> _BRIEF_: A complete and exact copy of the data below is the task.

> _DATASET ENTRIES_:
▼

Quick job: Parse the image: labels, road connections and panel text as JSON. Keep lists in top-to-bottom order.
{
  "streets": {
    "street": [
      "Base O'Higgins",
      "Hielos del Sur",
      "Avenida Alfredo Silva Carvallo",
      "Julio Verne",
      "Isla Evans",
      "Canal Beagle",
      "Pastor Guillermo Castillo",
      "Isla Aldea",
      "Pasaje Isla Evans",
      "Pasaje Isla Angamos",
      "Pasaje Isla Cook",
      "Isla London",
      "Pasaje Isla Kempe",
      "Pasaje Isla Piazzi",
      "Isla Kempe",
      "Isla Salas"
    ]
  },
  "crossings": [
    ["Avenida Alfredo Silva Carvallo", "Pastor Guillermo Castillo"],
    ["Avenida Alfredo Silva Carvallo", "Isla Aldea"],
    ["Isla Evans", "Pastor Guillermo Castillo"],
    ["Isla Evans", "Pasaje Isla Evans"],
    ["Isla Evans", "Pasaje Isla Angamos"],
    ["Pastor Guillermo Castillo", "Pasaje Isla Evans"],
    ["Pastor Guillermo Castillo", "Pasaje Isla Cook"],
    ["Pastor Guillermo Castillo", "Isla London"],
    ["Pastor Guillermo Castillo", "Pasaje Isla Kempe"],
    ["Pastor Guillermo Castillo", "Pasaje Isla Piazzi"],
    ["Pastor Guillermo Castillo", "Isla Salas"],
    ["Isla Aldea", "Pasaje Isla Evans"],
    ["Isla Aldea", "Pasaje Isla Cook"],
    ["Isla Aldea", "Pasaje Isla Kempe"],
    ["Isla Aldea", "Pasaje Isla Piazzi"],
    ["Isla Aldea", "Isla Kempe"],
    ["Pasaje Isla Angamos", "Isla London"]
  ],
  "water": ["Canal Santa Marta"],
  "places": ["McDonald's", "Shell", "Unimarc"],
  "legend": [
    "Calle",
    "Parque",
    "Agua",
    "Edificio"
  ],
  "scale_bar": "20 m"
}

▲

> _EXPECTED OUTPUT_:
Quick job: Parse the image: labels, road connections and panel text as JSON. Keep lists in top-to-bottom order.
{
  "streets": {
    "street": [
      "Base O'Higgins",
      "Hielos del Sur",
      "Avenida Alfredo Silva Carvallo",
      "Julio Verne",
      "Isla Evans",
      "Canal Beagle",
      "Pastor Guillermo Castillo",
      "Isla Aldea",
      "Pasaje Isla Evans",
      "Pasaje Isla Angamos",
      "Pasaje Isla Cook",
      "Isla London",
      "Pasaje Isla Kempe",
      "Pasaje Isla Piazzi",
      "Isla Kempe",
      "Isla Salas"
    ]
  },
  "crossings": [
    ["Avenida Alfredo Silva Carvallo", "Pastor Guillermo Castillo"],
    ["Avenida Alfredo Silva Carvallo", "Isla Aldea"],
    ["Isla Evans", "Pastor Guillermo Castillo"],
    ["Isla Evans", "Pasaje Isla Evans"],
    ["Isla Evans", "Pasaje Isla Angamos"],
    ["Pastor Guillermo Castillo", "Pasaje Isla Evans"],
    ["Pastor Guillermo Castillo", "Pasaje Isla Cook"],
    ["Pastor Guillermo Castillo", "Isla London"],
    ["Pastor Guillermo Castillo", "Pasaje Isla Kempe"],
    ["Pastor Guillermo Castillo", "Pasaje Isla Piazzi"],
    ["Pastor Guillermo Castillo", "Isla Salas"],
    ["Isla Aldea", "Pasaje Isla Evans"],
    ["Isla Aldea", "Pasaje Isla Cook"],
    ["Isla Aldea", "Pasaje Isla Kempe"],
    ["Isla Aldea", "Pasaje Isla Piazzi"],
    ["Isla Aldea", "Isla Kempe"],
    ["Pasaje Isla Angamos", "Isla London"]
  ],
  "water": ["Canal Santa Marta"],
  "places": ["McDonald's", "Shell", "Unimarc"],
  "legend": [
    "Calle",
    "Parque",
    "Agua",
    "Edificio"
  ],
  "scale_bar": "20 m"
}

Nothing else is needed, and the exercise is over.